## Task to carry out
Take the data below and filter it for lines containing the word "positions"; show each line found.

## Available data
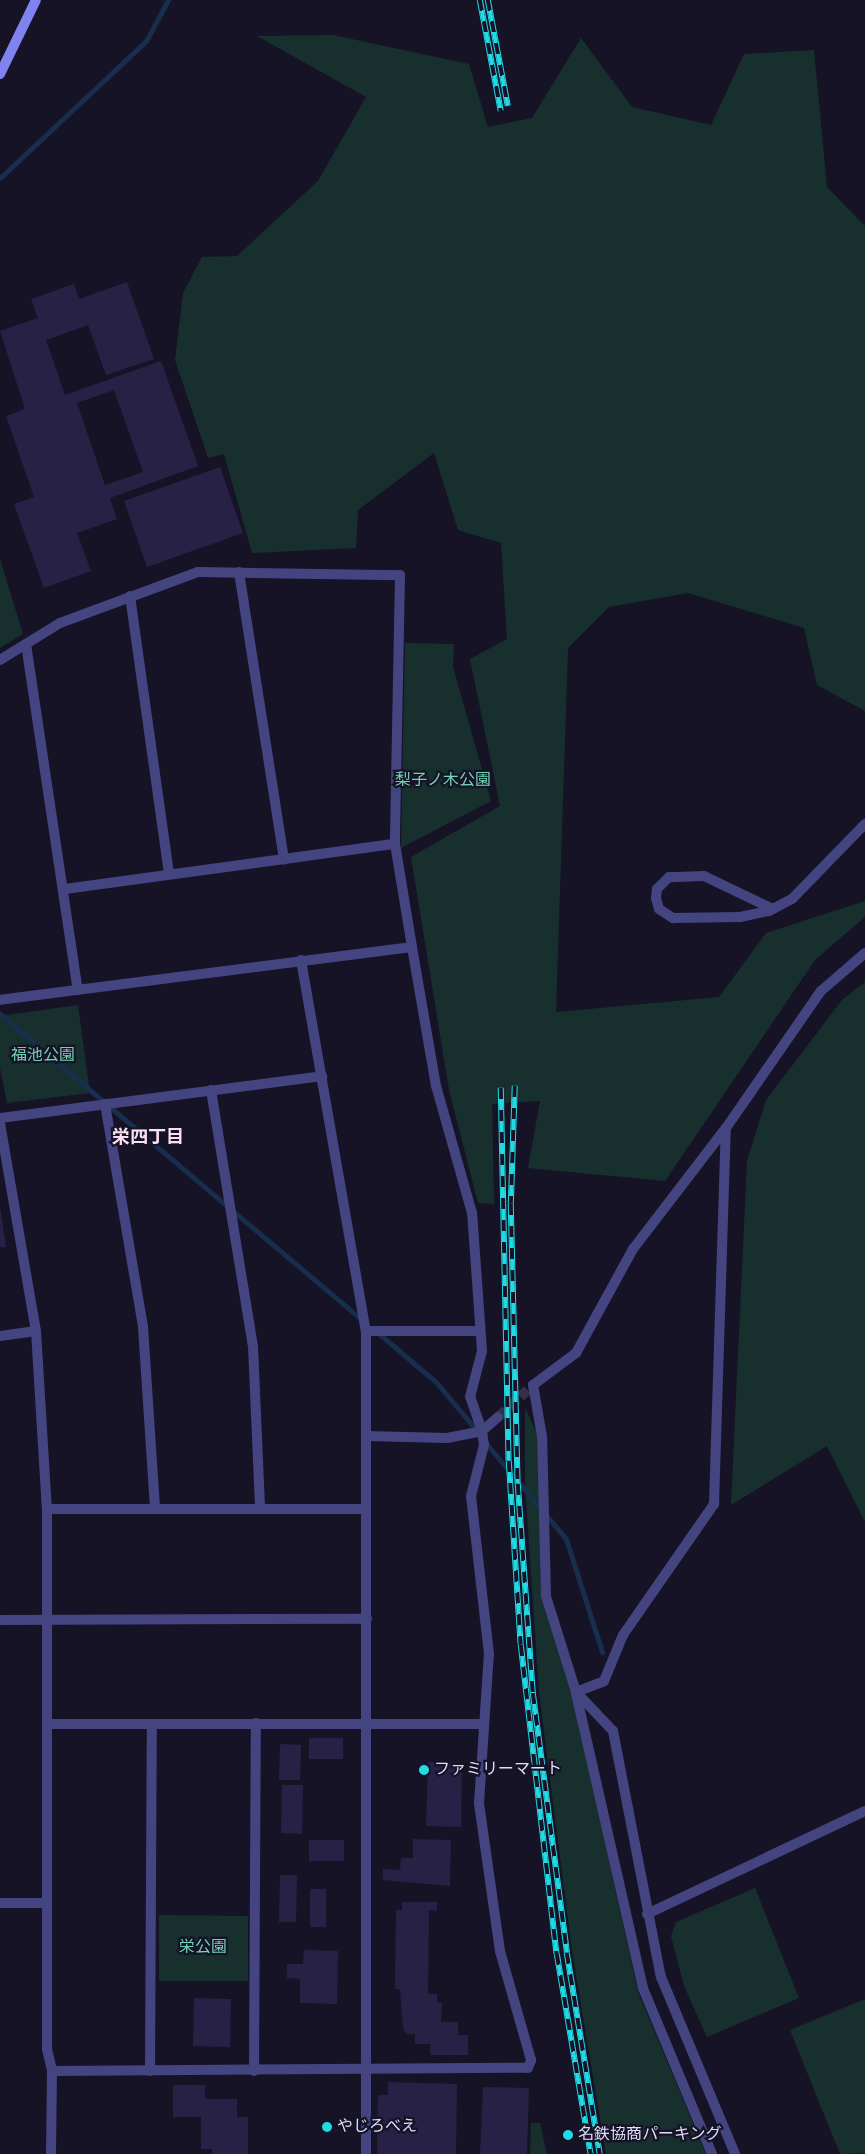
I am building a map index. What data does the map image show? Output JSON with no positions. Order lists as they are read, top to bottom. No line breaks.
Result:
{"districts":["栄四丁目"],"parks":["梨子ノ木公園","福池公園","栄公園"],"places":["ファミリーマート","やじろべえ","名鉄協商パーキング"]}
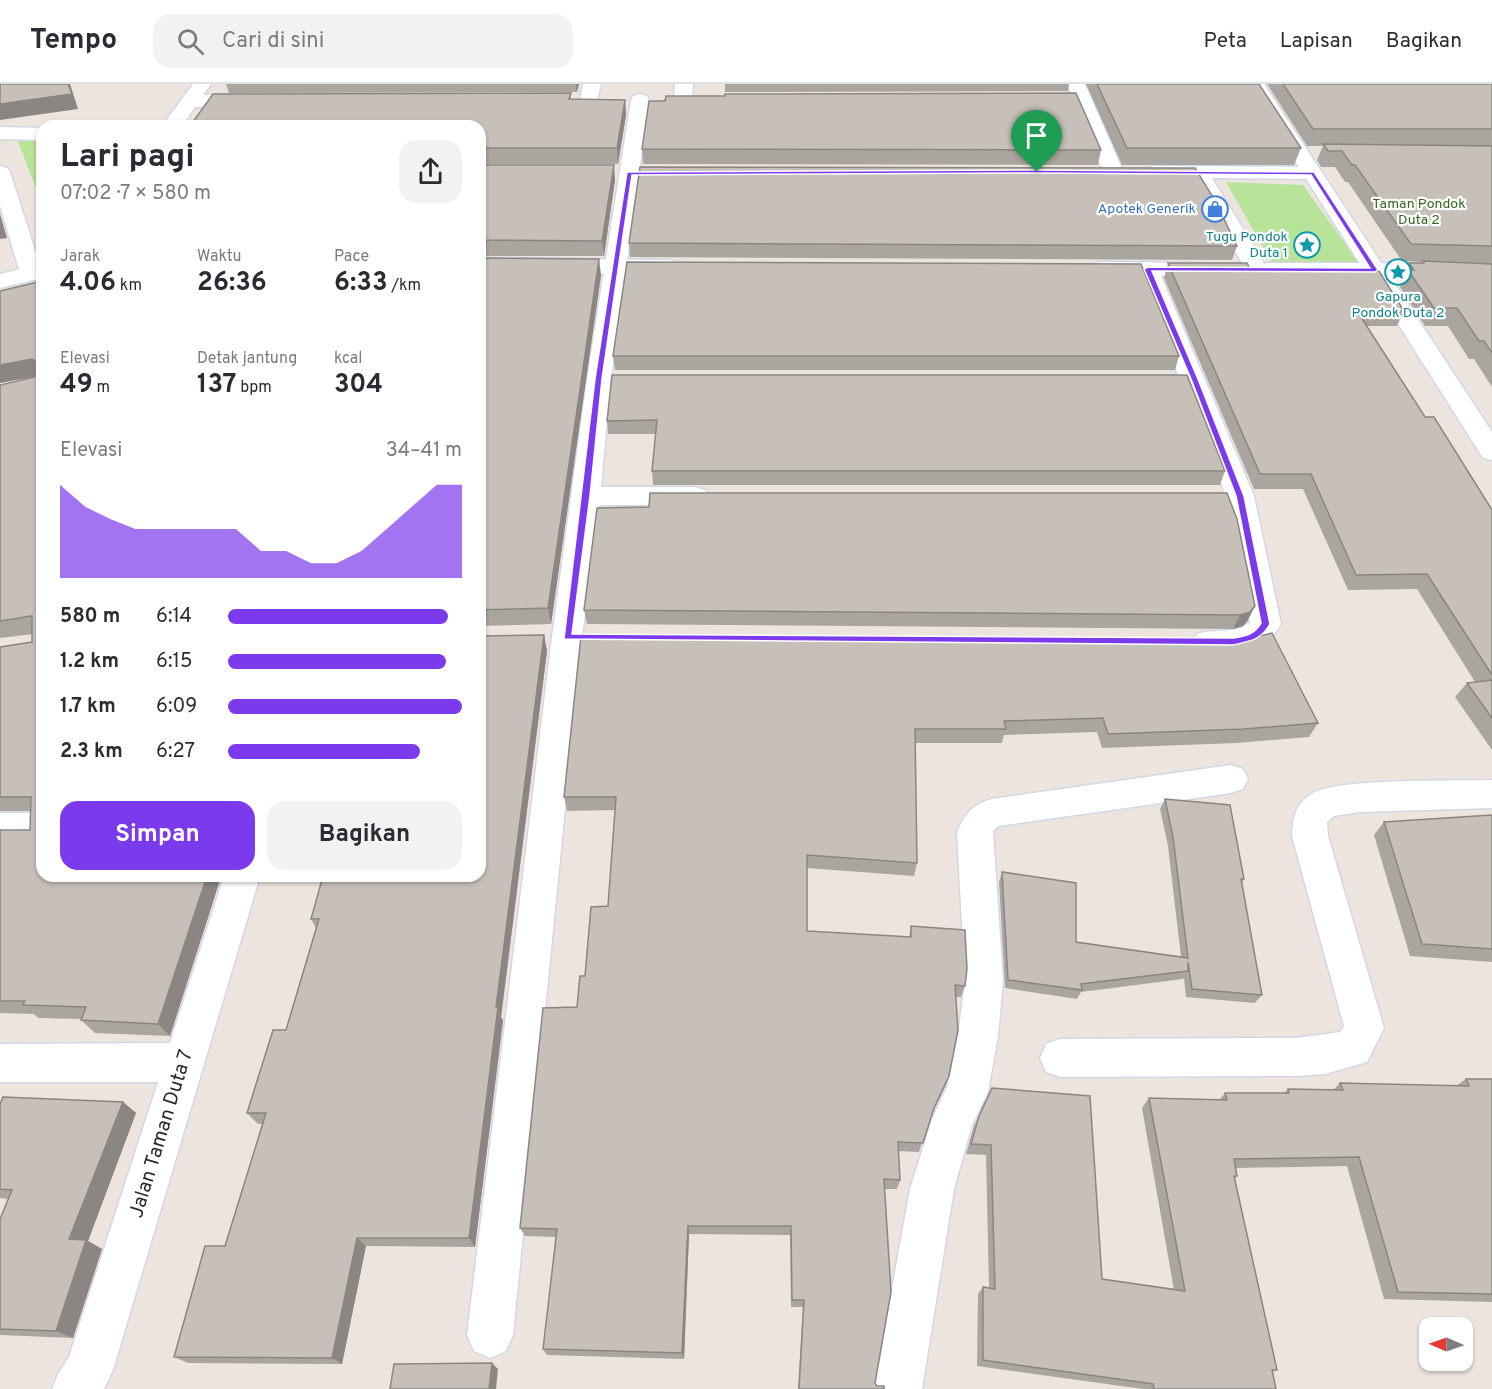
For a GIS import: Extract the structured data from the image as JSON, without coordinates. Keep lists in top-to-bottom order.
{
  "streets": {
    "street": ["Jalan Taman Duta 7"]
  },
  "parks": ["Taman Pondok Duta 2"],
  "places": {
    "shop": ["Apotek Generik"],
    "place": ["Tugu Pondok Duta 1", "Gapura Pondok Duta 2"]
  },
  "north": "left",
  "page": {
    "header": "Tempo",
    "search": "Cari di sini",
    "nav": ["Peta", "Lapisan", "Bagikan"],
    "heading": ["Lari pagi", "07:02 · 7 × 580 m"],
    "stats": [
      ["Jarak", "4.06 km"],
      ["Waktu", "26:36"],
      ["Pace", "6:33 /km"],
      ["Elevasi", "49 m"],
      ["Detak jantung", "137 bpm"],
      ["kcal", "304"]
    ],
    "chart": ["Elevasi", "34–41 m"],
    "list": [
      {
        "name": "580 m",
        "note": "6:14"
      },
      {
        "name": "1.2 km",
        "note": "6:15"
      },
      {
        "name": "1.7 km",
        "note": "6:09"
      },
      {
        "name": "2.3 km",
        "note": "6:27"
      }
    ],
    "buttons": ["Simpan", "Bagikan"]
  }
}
* * *
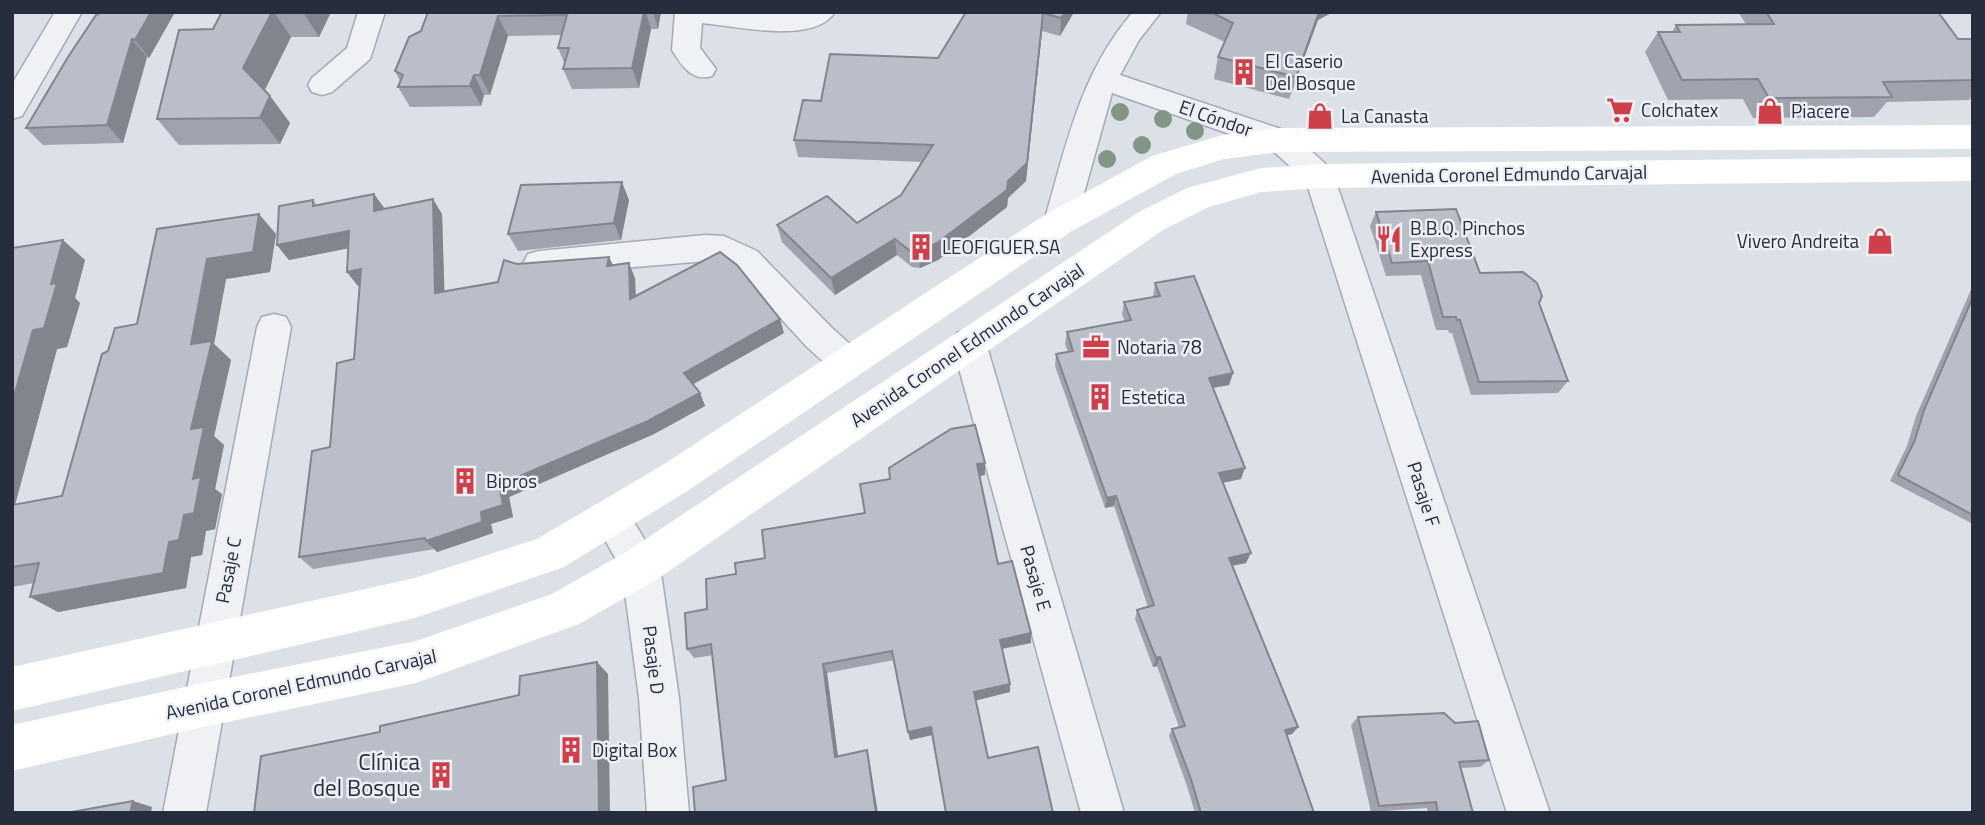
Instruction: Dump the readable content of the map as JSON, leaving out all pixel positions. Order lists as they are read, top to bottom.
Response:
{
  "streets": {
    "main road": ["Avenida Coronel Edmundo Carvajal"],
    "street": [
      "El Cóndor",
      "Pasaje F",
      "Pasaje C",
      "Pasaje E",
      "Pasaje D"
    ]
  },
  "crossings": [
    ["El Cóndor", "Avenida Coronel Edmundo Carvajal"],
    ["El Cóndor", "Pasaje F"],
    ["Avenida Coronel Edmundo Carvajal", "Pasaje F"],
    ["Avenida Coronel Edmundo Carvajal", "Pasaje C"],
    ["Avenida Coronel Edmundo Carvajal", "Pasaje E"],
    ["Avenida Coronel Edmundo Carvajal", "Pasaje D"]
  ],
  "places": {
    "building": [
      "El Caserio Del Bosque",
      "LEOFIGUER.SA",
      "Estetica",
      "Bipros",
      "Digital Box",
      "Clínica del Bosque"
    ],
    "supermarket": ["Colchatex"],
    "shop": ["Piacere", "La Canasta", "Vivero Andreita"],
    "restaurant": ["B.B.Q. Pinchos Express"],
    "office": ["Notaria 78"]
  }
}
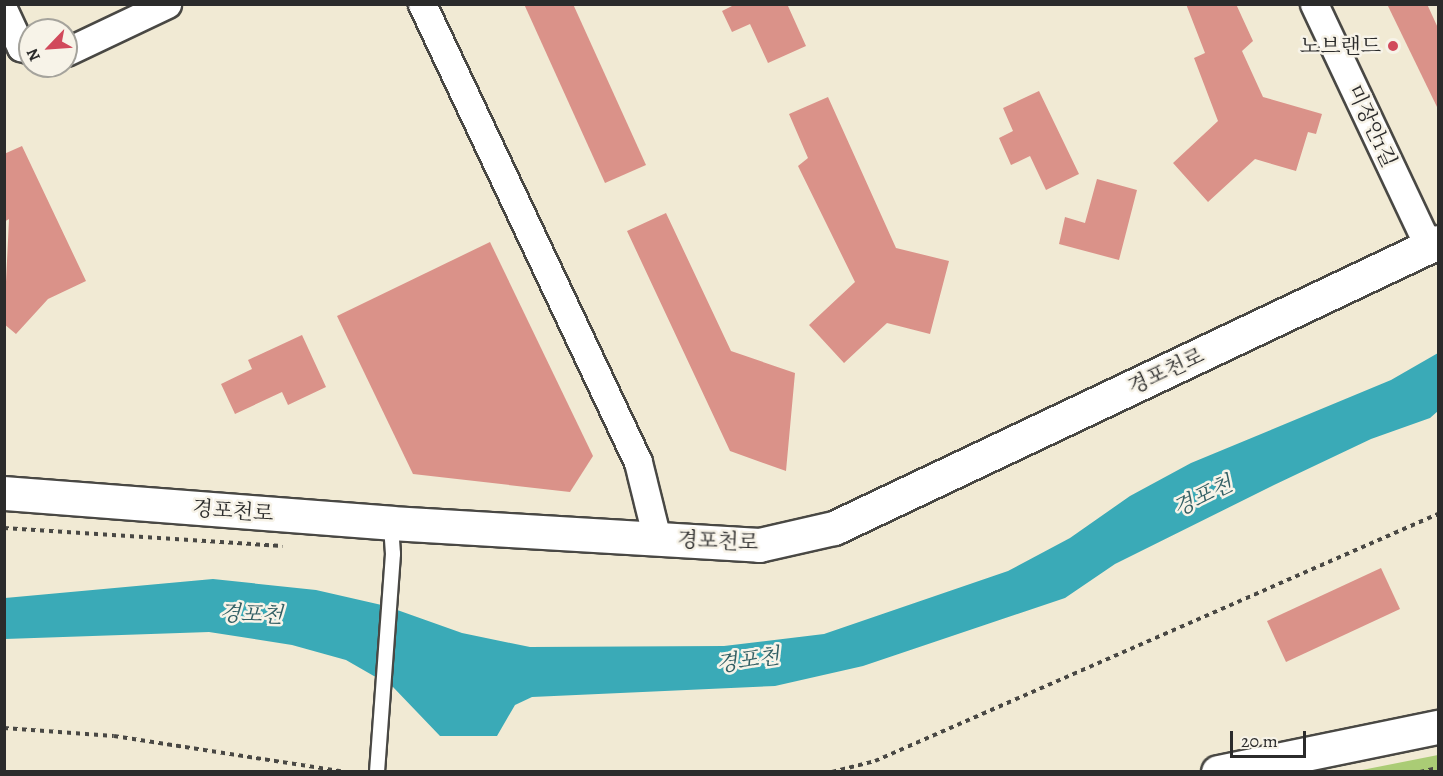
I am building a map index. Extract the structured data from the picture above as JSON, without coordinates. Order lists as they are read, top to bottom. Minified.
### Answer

## Task answer
I am building a map index. What data does the map image show? Output JSON with no positions. Order lists as they are read, top to bottom. No line breaks.
Instruction: Dump the readable content of the map as JSON, leaving out all pixel positions. Order lists as they are read, top to bottom.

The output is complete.